Mitofusin agonists for the treatment of neurodegenerative diseases Gerald W Dorn II, MD Mitochondria in Motion, Inc. Washington University in St Louis School of Medicine Abstract: There are a number of rare neurodegenerative diseases, including Amyotrophic Lateral Sclerosis (ALS) and Huntington’s Disease (HD), for which there is no available or effective therapy and which lead to significant morbidity and mortality in affected populations. Mitochondria in Motion, Inc. will develop and produce investigational first-in-class small molecule mitofusin agonists, under an FDA approved IND, to treat these conditions. Mitofusin agonists enhance mitochondrial fitness, metabolism, and trafficking within cells, thus improving homeostatic functioning and injury-responses of cells adversely impacted by genetic mitochondrial dysfunction. Our published disease focus for mitofusin agonists was Charcot-Marie-Tooth disease type 2A, caused by mutations in our drug’s protein target, Mitofusin 2. Here, we hypothesized that intervention with a mitofusin agonist would have beneficial effects on other genetic peripheral neuropathies with a mitochondrial component, which is supported by our preclinical data in ALS and HD patient-derived cells. Thus, we will fill an unmet healthcare need and build a commercial enterprise to serve the ~20,000 Americans with ALS and the ~150,000 Americans suffering from or at genetic risk for developing HD, their caregivers and families. In this Phase I STTR we propose to optimize the pharmacokinetic properties of mitofusin agonists for systemic administration and blood-brain-barrier penetration (Aim 1), and complete in vivo feasibility and validation studies of mitofusin agonists to delay disease progression in the well characterized SOD1G93A mouse model of ALS. Our deliverable in Phase I will be a mitofusin agonist(s) ready for STTR Phase II IND-enabling studies and validation in an expanded number of orphan diseases, to prepare for future first-in-human trials.
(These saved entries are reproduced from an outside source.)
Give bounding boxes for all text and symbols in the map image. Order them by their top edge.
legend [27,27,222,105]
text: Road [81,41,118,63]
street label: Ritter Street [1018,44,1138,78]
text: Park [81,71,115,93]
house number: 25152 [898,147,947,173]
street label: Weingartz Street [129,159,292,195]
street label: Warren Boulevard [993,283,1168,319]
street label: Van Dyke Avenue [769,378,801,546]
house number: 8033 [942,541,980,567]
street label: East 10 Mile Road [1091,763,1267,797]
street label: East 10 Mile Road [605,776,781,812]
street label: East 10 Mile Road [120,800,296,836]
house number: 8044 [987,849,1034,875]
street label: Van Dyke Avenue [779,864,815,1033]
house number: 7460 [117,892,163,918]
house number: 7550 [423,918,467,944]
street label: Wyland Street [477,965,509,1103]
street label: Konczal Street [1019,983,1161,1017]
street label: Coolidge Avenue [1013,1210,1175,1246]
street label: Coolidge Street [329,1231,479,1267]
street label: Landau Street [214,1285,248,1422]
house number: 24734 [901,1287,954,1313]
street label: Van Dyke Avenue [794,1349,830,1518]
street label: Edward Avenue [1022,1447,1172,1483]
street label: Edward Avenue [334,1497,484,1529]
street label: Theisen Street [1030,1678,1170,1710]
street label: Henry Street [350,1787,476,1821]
丝线激动剂治疗神经退行性疾病 Gerald W Dorn II，医学博士 线粒体运动公司 圣路易斯医学院华盛顿大学 摘要：有许多罕见的神经退行性疾病，包括 肌萎缩性侧索硬化症（ALS）和亨廷顿氏病（HD），其中有 没有可用或有效的疗法，可以导致明显的发病率和死亡率 受影响的人群。线粒体In Motion，Inc。将开发和生产 在FDA批准下，研究性的第一类小分子丝线激动剂激动剂 印度，治疗这些条件。线粒体激动剂增强线粒体适应性， 新陈代谢和细胞中的贩运，从而改善了稳态功能和 细胞的损伤反应受到遗传线粒体功能障碍的不利影响。我们的 麦托法辛激动剂的发表疾病重点是charcot-marie-tooth疾病类型 2a，是由我们药物蛋白靶标的突变引起的，丝线曲霉素2。在这里，我们 假设用丝线激动剂的干预对 其他有线粒体成分的遗传周围神经病，这是 在ALS和HD患者衍生细胞中的临床前数据支持。那我们将填补 未满足的医疗保健需求并建立商业企业，为约20,000 ALS的美国人和约有15万名美国人患有或有遗传风险 发展高清，他们的照顾者和家庭。在这个阶段，我建议 优化丝线激动剂的药代动力学特性 给药和血脑屏障渗透（AIM 1），并在体内完成 丝线激动剂延迟疾病进展的可行性和验证研究 ALS的特征良好的SOD1G93A小鼠模型。我们在阶段的交付 成为丝线激动剂（S），准备进行Sttr II期辅助研究和验证 在扩大数量的孤儿疾病中，为将来的人类试验做准备。